In 2007, local therapy with IL-2 was demonstrated to be very effective in the treatment of different forms of cancer. Syngenic rats were inoculated with neoplastic cells and then either injected with IL-2 in bovine serum albumin (BSA) solution or with BSA alone at the site of inoculation. After three weeks, the volume and weight of the neoplastic tissue, as well as the mitotic index of the lesions were significantly reduced in the treatment group [265]. This approach was refined recently. Here, recombinant human IL-2 was combined with immune checkpoint inhibitors. In order to increase the therapeutic window, F8-IL-2 was used, an antibody-IL-2 fusion protein which selectively localizes to the tumor site. Interestingly, the combination of F8-IL-2 with cytotoxic T-lymphocyte-associated protein 4 (CTLA-4) blockade lead to an increased progression-free survival of colon carcinoma-bearing mice [266]. The treatment regimen also demonstrated protective immunity against subsequent tumor rechallenges. Recently, a long-acting recombinant IL-7, NT-I7, in combination with radiotherapy and temozolomide, a cytostatic drug, was tested in a mouse glioma model. The results of this study demonstrated an improved survival of the mice of the treatment group, an effect that was dependent on IFN-γ and CD8⁺ cells [267]. The use of NT-I7 is currently evaluated in patients with high-grade gliomas (ongoing clinical trial NCT03687957).

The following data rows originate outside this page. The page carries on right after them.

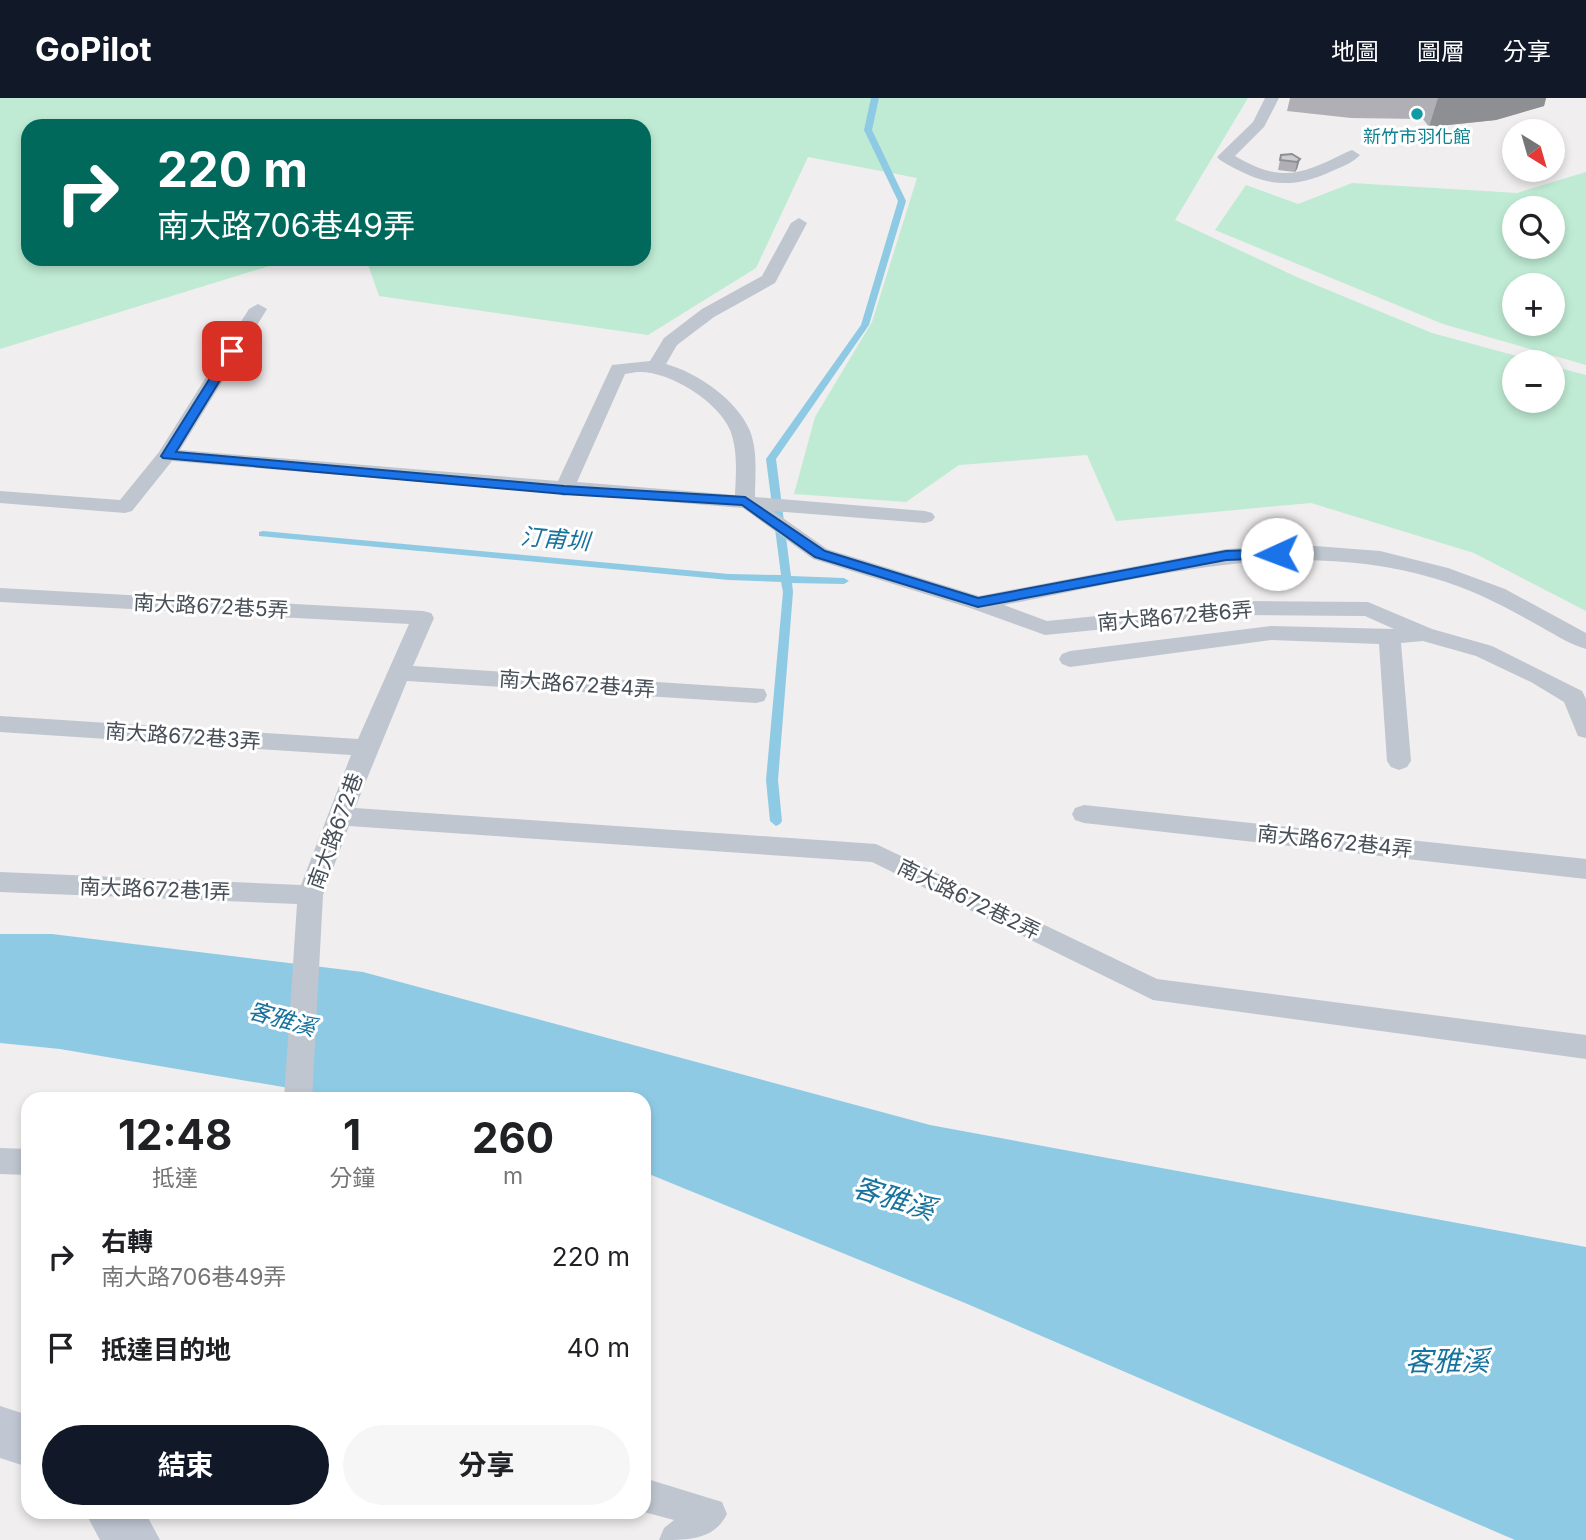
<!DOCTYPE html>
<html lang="zh-TW">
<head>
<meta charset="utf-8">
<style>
	body { margin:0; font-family:Inter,"Noto Sans TC",sans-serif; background:#f6f6f6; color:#202124; height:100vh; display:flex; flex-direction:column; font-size:26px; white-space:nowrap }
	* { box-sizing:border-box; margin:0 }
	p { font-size:23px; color:#757577 }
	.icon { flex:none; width:38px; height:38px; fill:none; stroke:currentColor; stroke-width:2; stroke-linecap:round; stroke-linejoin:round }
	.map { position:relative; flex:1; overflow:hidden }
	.details { position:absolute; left:21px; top:994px; width:630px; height:427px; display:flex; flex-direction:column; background:#fff; border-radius:21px; box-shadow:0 4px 10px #0003 }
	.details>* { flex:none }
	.banner { position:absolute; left:21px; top:21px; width:630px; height:147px; border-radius:21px; box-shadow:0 4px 10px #0003; background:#00695c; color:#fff; overflow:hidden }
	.needle { width:46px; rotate:143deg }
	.fabs { position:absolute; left:1502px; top:21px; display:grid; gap:14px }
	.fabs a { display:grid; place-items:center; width:63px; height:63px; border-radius:50%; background:#fff; box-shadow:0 4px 10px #0003; font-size:35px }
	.pin { position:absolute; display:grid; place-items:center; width:60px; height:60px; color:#fff; margin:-30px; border-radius:14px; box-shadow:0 4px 10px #0006 }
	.me { position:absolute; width:77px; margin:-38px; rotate:268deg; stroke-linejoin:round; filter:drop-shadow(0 0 5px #0008) }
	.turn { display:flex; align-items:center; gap:24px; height:147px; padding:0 21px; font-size:32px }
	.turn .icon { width:91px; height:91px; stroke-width:2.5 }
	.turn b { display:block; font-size:49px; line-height:60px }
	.eta { display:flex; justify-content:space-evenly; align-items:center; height:119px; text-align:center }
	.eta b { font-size:42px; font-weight:700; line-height:49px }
	.primary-button { display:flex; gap:14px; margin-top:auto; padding:14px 21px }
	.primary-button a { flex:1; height:80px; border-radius:42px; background:#111827; color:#fff; font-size:28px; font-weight:700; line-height:80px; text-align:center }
	.primary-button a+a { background:#f6f6f6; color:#202124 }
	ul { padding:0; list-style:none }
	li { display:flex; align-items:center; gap:21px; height:91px; padding:0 21px }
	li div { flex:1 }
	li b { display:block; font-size:26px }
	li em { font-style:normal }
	header { display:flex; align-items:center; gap:42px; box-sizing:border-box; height:98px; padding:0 35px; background:#111827; color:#fff }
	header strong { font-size:33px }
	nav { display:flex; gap:38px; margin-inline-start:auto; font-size:24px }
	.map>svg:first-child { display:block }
</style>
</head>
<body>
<header>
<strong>GoPilot</strong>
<nav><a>地圖</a><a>圖層</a><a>分享</a></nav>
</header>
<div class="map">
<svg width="1586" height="1442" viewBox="0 0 1586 1442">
	<rect width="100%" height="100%" fill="#f0eeee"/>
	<path fill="#bfebd4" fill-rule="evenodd" d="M0 0H1248L1175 122 1299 180 1432 235 1539 264H1514V303H1552V268L1586 277V513L1474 455 1311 405 1116 423 1087 357 959 367 906 404 794 396 815 319 872 224 917 80 808 59 756 170 648 237 379 198 366 161H644V28H28V161H292L0 251Z
		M1586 74V267L1443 226 1215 132 1246 87 1298 106 1352 85 1517 95ZM1514 110H1552V149H1514ZM1514 187H1552V226H1514Z"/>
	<path fill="#8fcae5" d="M0 836H52L363 874 930 1027 1586 1149V1442H1515L965 1205 644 1074V1001H353L60 951 0 945Z"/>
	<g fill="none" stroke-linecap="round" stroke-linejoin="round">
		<path fill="#8fcae5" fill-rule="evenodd" d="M871 0H879L872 32 906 103 869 227 776 361 791 478 844 480 849 483 844 486 792 485 793 494 778 682 782 723 780 726 776 728 770 723 766 682 783 494 781 484 729 482 259 438V434L263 433 729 476 781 477 766 361 861 227 898 103 864 32Z"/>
		<path fill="#bfc6cf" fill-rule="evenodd" d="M1265 0H1279L1264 29 1235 58C1281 85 1301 77 1347 54L1352 52 1360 57C1353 65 1341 69 1332 73 1287 94 1260 86 1220 62L1217 59 1220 56 1253 24Z
			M799 120 807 125 775 185 714 219 677 247 666 266C698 275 737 302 750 333 758 354 755 378 755 399L925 413 932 415 935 419 932 423 925 425 773 413 827 451 979 498 1226 451 1302 447 1380 453 1448 470 1505 491 1586 535V551C1568 546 1551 534 1534 525 1502 507 1469 490 1433 480 1290 438 1146 480 1004 507L1047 523 1247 503 1368 504 1432 531 1492 548 1582 593 1586 601V640L1578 638 1564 604 1531 584 1476 558 1423 543 1401 545 1411 663 1407 669 1399 672 1391 669 1387 663 1379 546 1271 542 1070 569 1062 566 1059 561 1062 556 1070 553 1271 528 1394 531 1365 518 1247 517 1045 537 970 510 813 461 743 410 571 396 564 398 556 395 172 363 132 413 125 415 0 405V393L120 402 159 354 249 211 258 206 267 211 180 352 558 383 612 267 650 263 664 240 702 211 762 178 791 125ZM637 274C668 272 718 303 730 332 738 352 736 376 735 397L577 384 625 276Z
			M0 490 423 513 431 515 434 520 413 568 764 591 767 597 764 603 756 605 407 583 355 710 876 746 1157 881 1586 937V961L1153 902 872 764 349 728 323 797 312 1001H284L297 806 0 794V774L301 787 351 657 0 634V618L358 641 409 526 0 504Z
			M1084 707 1586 761V781L1084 725 1075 722 1072 716 1075 710Z
			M0 1050 28 1051V1077L0 1076Z
			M644 1380 722 1404 727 1416C714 1442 689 1442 659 1442L664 1430 674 1422 644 1414Z"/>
		<path fill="#c0c7d3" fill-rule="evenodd" d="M0 1308 28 1317V1369L0 1360Z
			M85 1414H145L160 1442H100Z"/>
	</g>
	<path fill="#afafb5" d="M1290 0H1546L1544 8 1496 22 1429 29 1423 21 1351 20 1287 13Z
		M1281 57 1300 61 1297 71 1295 74 1278 72Z"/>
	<path fill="#8e8f93" d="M1438 0H1546L1544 8 1496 22 1429 29Z
		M1300 61 1297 71 1295 74 1297 64Z"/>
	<path fill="#cbccd2" stroke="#8e8f93" stroke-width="2" d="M1292 56 1300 61 1297 64 1280 62 1281 57Z"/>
	<path fill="#1a73e8" stroke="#114b97" stroke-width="2" d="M232 250 238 253 176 354 564 388 745 399 825 453 978 500 1226 453 1277 451 1283 456 1277 460 1226 462 978 509 815 459 742 407 564 396 163 360 161 358 227 253Z"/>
	<circle fill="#0f9aa8" stroke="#fff" stroke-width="2.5" cx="1417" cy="16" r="7"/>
	<g text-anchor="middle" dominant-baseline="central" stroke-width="6" stroke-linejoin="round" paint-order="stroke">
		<g font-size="18" fill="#0d838f" stroke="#fff">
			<text x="1417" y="38">新竹市羽化館</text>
		</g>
		<g font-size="21" fill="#474f59" stroke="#fff">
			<text transform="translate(211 508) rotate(3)">南大路672巷5弄</text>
			<text transform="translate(1175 518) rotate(-5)">南大路672巷6弄</text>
			<text transform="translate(577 586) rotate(4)">南大路672巷4弄</text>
			<text transform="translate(183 638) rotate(4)">南大路672巷3弄</text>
			<text transform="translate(335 733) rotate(-70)">南大路672巷</text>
			<text transform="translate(1335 743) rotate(6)">南大路672巷4弄</text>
			<text transform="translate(155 791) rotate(2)">南大路672巷1弄</text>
			<text transform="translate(969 801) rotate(26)">南大路672巷2弄</text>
		</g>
		<g font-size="23" font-style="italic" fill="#17739d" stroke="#fff">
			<text transform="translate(555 441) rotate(5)">汀甫圳</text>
			<text transform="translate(282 921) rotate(16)">客雅溪</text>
		</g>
		<g font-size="28" font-style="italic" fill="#17739d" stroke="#fff">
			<text transform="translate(894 1100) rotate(17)">客雅溪</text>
			<text x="1447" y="1263">客雅溪</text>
		</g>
	</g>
</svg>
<div class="fabs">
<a><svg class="needle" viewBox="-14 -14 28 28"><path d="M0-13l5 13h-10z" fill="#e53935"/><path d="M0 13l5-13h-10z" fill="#757577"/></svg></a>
<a><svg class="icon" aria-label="search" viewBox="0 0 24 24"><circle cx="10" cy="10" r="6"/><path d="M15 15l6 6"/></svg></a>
<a>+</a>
<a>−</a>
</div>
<div class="pin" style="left:232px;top:253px;background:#d93025"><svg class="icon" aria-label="arrive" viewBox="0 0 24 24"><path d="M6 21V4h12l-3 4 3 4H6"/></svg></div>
<svg class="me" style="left:1277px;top:456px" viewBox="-20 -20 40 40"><circle r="19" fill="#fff"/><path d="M0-13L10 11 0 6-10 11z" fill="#1a73e8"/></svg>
<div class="banner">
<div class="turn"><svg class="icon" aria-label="right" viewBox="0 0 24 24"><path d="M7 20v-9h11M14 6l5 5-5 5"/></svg><div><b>220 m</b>南大路706巷49弄</div></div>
</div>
<section class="details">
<div class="eta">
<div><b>12:48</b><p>抵達</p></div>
<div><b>1</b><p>分鐘</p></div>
<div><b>260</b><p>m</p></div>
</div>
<ul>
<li><svg class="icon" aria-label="right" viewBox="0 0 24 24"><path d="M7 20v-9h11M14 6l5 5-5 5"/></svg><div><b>右轉</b><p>南大路706巷49弄</p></div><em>220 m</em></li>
<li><svg class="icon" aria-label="arrive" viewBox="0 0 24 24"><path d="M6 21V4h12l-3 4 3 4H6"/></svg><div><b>抵達目的地</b></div><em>40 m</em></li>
</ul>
<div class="primary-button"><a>結束</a><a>分享</a></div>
</section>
</div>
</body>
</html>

As outlined above, intensive pre-clinical and clinical research led to a significant number of cytokine-mediated treatment options. This is reflected by the high number of clinical trials targeting different signaling molecules of the immune system (for a detailed overview see [187]). Concerning CRC, the following clinical trials are of special interest: (i) NCT04599140 with the immune target CXCR1/2 (Start 2020); (ii) NCT02466906 with the immune target GM-CSF (Start 2015); (iii) NCT00030342 with the immune targets GM-CSF and IFN-α (Start 2001); (iv) NCT00002796 with the immune target IFN-γ (Start 1997); (v) NCT04426669 with the immune target IL-2 (Start 2020); (vi) NCT00072098 with the immune target IL-12 (Start 2003); (vii) NCT03436563 with the immune target TGF-β (Start 2018); and (viii) NCT04708470 with the immune targets TGF-β and IL-12 (Start 2021).

4. Conclusions

The etiology of colorectal cancer (CRC) comprises multiple factors, including genetic and environmental factors. Cancer cells communicate with neighboring cells via soluble factors, e.g., cytokines or chemokines, to generate a favorable tumor microenvironment (TME). Here, we thoroughly discuss the cytokine networks, including the cytokine-producing cells of the TME, which can be found in the different stages of CRC development. Together, pre-clinical and clinical research resulted in the therapeutic use of cytokines in tumor therapy, which now has a long-standing tradition of over 40 years also in the therapy of CRC. As cytokines are endogenous substances, however, their systemic use clearly shows limitations, and cytokine-related side effects are frequently observed. In the future, the main focus of clinical research will be on combination therapies using (targeted) cytokines together with other established therapies such as immune checkpoint blockade, adoptive immune cell transfer, chemotherapy or radiotherapy.